Hinweis auf Stammrechtssatz
GRS wie 2009/22/0210 E RS 1 (Hier: durch seinen Vater)
Normen
AVG §46;
NAG 2005 §47 Abs3 Z3;
VwGG §42 Abs2 Z3 litc;
RS 2
Eine Beweismittelbeschränkung auf urkundliche Vorlage von Zahlungs- oder Kontobelegen im Zusammenhang mit dem Bezug von Unterhalt gemäß § 47 Abs. 3 Z 3 NAG 2005 ist dem Gesetz nicht zu entnehmen (Hinweis E , 2008/21/0051 und 0052).
Hinweis auf Stammrechtssatz
GRS wie 2009/21/0089 E RS 1
Normen
AVG §46;
NAG 2005 §47 Abs3 Z3;
VwGG §42 Abs2 Z3 litc;
RS 3
Für den Nachweis zu Art, Umfang und Zeitraum des vom Zusammenführenden (hier Vater des Fremden) bereits geleisteten Unterhalts können alle auch sonst im Verwaltungsverfahren in Betracht kommenden Beweismittel verwertet werden (vgl. E , 2009/21/0171; E , 2008/21/0448, 0449).

Entscheidungstext

Beachte

Serie (erledigt im gleichen Sinn):

2009/21/0308 E

Betreff

Der Verwaltungsgerichtshof hat durch den Vorsitzenden Senatspräsident Dr. Novak und die Hofräte Dr. Pelant und Dr. Sulzbacher als Richter, im Beisein des Schriftführers Mag. Senft, über die Beschwerde des H, vertreten durch Mag. Dr. Helmut Blum, Rechtsanwalt in 4020 Linz, Mozartstraße 11/6, gegen den Bescheid der Bundesministerin für Inneres vom , Zl. 316.188/8-III/4/09, betreffend Aufenthaltstitel, zu Recht erkannt:

Spruch

Der angefochtene Bescheid wird wegen Rechtswidrigkeit infolge Verletzung von Verfahrensvorschriften aufgehoben.

Der Bund hat dem Beschwerdeführer Aufwendungen in der Höhe von EUR 1.326,40 binnen zwei Wochen bei sonstiger Exekution zu ersetzen.

Begründung

Der Beschwerdeführer, ein 1972 geborener serbischer Staatsangehöriger, stellte am bei der Österreichischen Botschaft Skopje einen - auf seinen die österreichische Staatsbürgerschaft besitzenden Vater bezogenen - Antrag auf Erteilung einer "Niederlassungsbewilligung - Angehöriger" gemäß § 47 Abs. 3 Z 3 des Niederlassungs- und Aufenthaltsgesetzes (NAG).

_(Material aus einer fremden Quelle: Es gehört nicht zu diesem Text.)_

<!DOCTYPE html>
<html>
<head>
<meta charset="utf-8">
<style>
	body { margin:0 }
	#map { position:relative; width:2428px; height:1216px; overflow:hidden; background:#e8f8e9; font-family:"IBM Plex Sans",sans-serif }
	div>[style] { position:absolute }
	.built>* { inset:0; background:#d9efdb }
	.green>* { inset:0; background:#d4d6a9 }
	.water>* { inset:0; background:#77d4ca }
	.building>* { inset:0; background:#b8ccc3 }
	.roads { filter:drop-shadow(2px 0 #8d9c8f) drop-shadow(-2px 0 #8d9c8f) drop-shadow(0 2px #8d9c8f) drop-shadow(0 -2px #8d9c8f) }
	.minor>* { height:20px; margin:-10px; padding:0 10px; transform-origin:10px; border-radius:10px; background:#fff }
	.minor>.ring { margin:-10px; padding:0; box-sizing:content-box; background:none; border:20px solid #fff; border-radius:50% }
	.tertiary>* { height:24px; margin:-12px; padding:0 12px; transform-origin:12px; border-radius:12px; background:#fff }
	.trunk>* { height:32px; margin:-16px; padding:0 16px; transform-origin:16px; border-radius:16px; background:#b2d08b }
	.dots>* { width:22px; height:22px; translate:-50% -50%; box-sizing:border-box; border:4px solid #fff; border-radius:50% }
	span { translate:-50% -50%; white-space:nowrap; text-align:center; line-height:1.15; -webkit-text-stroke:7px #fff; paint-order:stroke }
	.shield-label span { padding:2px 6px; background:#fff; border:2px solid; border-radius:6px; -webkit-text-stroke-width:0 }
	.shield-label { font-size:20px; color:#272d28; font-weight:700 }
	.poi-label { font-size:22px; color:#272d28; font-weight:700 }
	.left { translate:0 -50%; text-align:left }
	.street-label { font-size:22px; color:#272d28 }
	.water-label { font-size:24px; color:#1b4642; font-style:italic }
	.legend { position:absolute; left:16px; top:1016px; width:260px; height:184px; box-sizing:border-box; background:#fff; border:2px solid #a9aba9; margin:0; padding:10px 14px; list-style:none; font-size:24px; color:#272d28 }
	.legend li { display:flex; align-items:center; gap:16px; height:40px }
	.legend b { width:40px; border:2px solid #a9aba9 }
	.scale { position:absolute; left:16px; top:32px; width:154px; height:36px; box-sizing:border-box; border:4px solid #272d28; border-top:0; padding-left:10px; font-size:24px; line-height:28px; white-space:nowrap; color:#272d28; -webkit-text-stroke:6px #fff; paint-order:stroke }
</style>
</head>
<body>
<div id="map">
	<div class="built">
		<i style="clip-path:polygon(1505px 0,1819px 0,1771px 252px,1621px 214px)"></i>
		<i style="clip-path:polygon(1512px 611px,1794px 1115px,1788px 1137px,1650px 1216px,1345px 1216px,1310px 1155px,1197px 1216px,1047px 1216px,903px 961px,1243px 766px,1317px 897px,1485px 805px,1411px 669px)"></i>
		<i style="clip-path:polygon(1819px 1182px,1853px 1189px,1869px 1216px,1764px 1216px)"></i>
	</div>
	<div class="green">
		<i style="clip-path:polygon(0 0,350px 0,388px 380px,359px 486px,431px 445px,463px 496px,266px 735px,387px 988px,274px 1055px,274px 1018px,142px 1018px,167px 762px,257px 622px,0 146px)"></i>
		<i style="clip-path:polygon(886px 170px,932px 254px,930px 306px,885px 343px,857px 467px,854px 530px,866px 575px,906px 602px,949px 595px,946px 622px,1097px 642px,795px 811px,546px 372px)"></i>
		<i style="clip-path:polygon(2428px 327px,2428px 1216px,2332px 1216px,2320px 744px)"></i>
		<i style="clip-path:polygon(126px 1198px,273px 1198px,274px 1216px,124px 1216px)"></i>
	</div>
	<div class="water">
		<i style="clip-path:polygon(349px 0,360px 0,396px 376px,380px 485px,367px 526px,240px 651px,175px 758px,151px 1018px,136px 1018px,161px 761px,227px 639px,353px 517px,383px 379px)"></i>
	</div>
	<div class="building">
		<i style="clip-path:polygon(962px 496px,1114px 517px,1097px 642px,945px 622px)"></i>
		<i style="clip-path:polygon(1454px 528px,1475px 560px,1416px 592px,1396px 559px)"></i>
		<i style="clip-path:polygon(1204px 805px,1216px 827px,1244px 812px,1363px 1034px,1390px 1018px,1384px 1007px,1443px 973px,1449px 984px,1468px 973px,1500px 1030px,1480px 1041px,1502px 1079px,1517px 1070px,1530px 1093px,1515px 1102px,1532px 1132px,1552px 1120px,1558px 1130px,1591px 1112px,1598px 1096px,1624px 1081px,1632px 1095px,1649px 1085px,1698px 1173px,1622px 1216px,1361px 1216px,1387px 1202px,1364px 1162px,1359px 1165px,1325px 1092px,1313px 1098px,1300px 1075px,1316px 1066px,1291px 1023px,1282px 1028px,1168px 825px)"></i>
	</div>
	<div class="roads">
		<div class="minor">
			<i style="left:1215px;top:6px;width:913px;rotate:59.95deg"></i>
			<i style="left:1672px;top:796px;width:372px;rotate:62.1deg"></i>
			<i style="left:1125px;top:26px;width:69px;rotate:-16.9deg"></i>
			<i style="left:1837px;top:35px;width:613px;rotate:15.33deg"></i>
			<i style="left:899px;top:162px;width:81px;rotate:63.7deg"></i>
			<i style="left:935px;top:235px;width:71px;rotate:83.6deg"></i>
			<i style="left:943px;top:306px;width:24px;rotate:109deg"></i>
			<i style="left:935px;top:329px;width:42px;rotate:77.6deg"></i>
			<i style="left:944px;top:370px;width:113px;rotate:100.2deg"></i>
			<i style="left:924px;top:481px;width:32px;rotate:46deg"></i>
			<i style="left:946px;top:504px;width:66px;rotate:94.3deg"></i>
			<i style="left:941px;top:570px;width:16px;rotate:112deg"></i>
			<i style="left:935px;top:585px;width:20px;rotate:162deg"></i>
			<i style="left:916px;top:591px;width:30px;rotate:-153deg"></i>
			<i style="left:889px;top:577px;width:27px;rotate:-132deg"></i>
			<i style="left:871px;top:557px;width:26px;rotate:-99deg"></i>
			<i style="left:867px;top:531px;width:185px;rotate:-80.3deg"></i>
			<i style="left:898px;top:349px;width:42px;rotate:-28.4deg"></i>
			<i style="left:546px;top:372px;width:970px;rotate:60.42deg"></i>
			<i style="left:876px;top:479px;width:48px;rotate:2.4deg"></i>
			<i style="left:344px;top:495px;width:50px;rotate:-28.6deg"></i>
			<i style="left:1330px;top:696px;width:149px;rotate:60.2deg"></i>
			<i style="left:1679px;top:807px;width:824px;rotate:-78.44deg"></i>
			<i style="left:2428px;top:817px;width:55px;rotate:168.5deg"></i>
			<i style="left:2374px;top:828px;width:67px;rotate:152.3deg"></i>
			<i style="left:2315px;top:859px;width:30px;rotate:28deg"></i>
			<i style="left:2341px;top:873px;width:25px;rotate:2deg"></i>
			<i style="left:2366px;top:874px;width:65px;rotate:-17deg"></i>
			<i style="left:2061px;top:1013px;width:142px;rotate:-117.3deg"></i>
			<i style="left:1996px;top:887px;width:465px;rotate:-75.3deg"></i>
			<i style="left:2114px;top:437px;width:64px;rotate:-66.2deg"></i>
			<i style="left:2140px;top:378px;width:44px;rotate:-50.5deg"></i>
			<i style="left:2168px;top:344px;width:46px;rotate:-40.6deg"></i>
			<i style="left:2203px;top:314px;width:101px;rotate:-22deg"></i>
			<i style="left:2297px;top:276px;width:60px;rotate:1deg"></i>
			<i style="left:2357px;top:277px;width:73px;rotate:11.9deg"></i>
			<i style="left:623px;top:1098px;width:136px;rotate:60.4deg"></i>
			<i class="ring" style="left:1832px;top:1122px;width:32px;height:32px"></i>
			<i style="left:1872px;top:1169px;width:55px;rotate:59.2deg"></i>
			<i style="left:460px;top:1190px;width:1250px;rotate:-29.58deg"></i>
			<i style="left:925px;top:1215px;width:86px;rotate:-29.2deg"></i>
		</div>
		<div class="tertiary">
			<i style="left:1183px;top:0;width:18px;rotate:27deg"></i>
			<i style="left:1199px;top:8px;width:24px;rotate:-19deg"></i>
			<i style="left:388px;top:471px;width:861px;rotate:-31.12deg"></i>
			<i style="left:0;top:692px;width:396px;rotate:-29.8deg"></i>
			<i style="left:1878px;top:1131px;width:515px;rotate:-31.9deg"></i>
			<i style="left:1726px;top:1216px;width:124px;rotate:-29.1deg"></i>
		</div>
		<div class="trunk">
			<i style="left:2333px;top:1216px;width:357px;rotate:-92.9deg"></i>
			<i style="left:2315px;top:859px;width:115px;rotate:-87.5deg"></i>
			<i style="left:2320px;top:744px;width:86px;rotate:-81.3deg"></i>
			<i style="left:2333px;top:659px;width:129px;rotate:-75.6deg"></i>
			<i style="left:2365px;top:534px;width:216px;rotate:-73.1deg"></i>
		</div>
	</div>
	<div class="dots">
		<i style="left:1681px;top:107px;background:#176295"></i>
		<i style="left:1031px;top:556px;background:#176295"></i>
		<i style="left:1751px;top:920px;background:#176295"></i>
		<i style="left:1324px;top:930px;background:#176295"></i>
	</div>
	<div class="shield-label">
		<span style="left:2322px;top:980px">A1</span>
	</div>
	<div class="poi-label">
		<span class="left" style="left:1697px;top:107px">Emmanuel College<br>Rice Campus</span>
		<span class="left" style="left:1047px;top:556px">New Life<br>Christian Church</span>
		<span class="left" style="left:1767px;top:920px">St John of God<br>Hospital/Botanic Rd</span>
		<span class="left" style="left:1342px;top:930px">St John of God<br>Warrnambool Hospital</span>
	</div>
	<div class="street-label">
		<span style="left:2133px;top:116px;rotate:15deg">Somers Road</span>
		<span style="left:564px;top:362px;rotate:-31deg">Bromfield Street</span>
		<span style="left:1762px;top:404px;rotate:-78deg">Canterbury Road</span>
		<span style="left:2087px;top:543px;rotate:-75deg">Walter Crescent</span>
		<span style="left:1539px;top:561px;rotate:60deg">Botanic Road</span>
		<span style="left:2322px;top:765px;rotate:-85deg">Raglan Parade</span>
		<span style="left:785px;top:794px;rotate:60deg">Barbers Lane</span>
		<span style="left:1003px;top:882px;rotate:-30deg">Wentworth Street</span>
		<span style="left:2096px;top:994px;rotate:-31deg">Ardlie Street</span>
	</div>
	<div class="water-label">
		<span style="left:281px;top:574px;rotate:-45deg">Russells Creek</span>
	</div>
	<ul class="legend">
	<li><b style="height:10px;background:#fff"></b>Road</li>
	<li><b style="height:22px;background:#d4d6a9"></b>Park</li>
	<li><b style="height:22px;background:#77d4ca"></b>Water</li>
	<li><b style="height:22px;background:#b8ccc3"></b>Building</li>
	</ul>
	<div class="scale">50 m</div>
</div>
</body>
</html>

Dieser Antrag wurde mit dem angefochtenen, im Instanzenzug ergangenen Bescheid der Bundesministerin für Inneres (der belangten Behörde) vom gemäß § 47 Abs. 3 NAG abgewiesen.

In der Begründung ging die belangte Behörde - anders als noch die Erstbehörde - davon aus, aufgrund der im Berufungsverfahren vorgelegten Unterlagen sei erwiesen, dass die "vorhandenen finanziellen Mittel" des Vaters des Beschwerdeführers für die Bestreitung des Lebensunterhaltes ausreichend seien. Es seien daher die Voraussetzungen des 1. Teiles des NAG erfüllt.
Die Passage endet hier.